PhD Day – Edition 2013

Date: Tuesday, October 22
Place: A008
Chair: Michael Rusinowitch (morning) & Emmanuel Jeandel (afternoon)

9h30-10h : Jean-Christophe Bach (Pareo)

Langage et outil pour la transformation de modèles

10h-10h30 : Houari Mahfoud (Cassis)

Secure and Valid Manipulation of XML Data

It is increasingly common to find XML views used to enforce access control as found in many applications and commercial database systems. To overcome the overhead of view materialization and maintenance, XML views are necessarily virtual. With this comes the need for answering XML queries posed over virtual views, by rewriting them into equivalent queries on the underlying documents. A major concern here is that query rewriting for recursive XML views is still an open problem, and proposed approaches deal only with non-recursive XML views. Moreover, a small number of works have studied the access rights for updates. In this talk, we present SVMAX (Secure and Valid MAnipulation of XML), the first system that supports specification and enforcement of both read and update access policies over arbitrary XML views (recursive or non). SVMAX defines general and expressive models for controlling access to XML data using significant class of XPath queries and in the presence of the update primitives of W3C XQuery Update Facility. Furthermore, SVMAX features an additional module enabling efficient validation of XML documents after primitive updates of XQuery. The wide use of W3C standards makes of SVMAX a useful system that can be easily integrated within commercial database systems as we will show. We give extensive experimental results, based on real-life DTDs, that show the efficiency and scalability of our system.

10h30-11h : Pause café

11h-11h30 : Hugo Férée (Carte)

Analyse récursive et complexité

En analyse récursive, les objets mathématiques (typiquement les nombres ou les fonctions réels) sont représentés par des objets symboliques (les entiers ou les suites d’entiers), ce qui permet d’exporter les notions de calculabilité et de complexité du discret au continu. Nous verrons dans cet exposé des exemples de l’influence de la complexité sur les propriétés analytiques des objets représentés.

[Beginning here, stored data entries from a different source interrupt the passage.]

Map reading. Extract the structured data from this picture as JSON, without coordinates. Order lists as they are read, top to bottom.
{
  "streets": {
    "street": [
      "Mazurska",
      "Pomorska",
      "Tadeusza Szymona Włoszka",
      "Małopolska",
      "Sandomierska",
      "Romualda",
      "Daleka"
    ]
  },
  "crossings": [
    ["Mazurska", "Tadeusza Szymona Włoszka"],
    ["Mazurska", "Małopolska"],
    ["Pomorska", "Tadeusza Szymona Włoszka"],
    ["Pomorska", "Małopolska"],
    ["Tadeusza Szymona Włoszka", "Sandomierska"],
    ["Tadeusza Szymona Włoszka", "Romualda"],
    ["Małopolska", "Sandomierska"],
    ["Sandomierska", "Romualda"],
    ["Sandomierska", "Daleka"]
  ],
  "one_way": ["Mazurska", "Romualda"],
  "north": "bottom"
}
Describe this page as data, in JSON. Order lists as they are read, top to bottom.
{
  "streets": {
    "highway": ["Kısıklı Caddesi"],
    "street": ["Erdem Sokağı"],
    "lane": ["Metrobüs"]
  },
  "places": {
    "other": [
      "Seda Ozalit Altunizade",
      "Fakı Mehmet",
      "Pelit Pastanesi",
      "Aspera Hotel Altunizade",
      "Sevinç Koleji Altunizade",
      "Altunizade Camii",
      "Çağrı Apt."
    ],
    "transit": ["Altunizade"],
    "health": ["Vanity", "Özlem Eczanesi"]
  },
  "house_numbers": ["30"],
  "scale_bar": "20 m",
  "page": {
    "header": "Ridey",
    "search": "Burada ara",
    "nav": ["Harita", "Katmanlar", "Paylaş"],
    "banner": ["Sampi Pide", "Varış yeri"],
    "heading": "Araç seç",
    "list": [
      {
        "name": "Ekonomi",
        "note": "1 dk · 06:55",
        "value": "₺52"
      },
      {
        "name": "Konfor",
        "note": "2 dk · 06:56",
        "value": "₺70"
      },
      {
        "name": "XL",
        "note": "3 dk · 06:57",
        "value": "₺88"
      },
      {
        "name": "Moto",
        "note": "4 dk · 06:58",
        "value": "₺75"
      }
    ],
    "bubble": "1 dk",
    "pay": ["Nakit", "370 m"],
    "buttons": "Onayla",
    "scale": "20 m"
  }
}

11h30-12h : Hernán Vanzetto (Veridis/Mosel)

Type Reconstruction for Set Theory

12h-14h : Lunch

14h-14h30 : Hoang Bao-Thien (Cassis)

On Constrained Adding Friends in Social Networks

Online social networks are currently experiencing a peak and they resemble real platforms of social conversion and content delivery. Indeed, they are exploited in many ways: from conducting public opinion polls about any political issue to planning big social events for a large public. To securely perform these large-scale computations, current protocols use a simple secret sharing scheme which enables users to obfuscate their inputs.
However, these protocols require a minimum number of friends, i.e. the minimum degree of the social graph should be not smaller than a given threshold. Often this condition is not satisfied by all social graphs. Yet we can reuse these graphs after some structural modifications consisting in adding new friendship relations.
In this paper, we provide the first definition and theoretical analysis of the ”adding friends” problem. We formally describe this problem that, given a graph ”G” and parameter ”c”, asks for the graph satisfying the threshold ”c” that results from ”G” with the minimum of edge-addition operations. We present algorithms for solving this problem in centralized social networks. An experimental evaluation on real-world social graphs demonstrates that our protocols are accurate and inside the theoretical bounds.

14h30-15h : Manamiary Andriamiarina (Veridis/Mosel)

Formal Analysis of Distributed Algorithms using Refinement

15h-15h30 : Jean-René Courtault (Types)

Dynamic resources: models and proofs

15h30-16h : Pause café

16h-16h30 : Thanh Dinh Ta (Cassis)

Efficient Program Exploration by Input Fuzzing

16h30-17h : Cyrille Wiedling (Cassis)

Design & Analysis of a Revocation API

Embedded systems deployed in hostile environments often employ some dedicated tamper-resistant secure hardware to handle cryptographic operations and keep keys secure. Examples include mobile phones (SIM cards), smart utility meters (smartcard-like chip for cryptography), on-vehicle cryptographic devices to support vehicle-to-vehicle networking et cetera. Connexion with the secure hardware is made through a security API that is an Application Program Interface allowing untrusted code to access sensitive resources in a secure way. I presented an API for symmetric key management that supports revocation, a functionnality that has been relatively few adressed, and prove security properties design in the symbolic model of cryptography. I am now implementing this device to test its performance on real smartcards and also trying to improve the revocation method to ensure even better security properties, especially in terms of usability. In the last part of my talk, I also will briefly survey the last results obtained in e-voting and more precisely on the Norwegian e-voting protocol.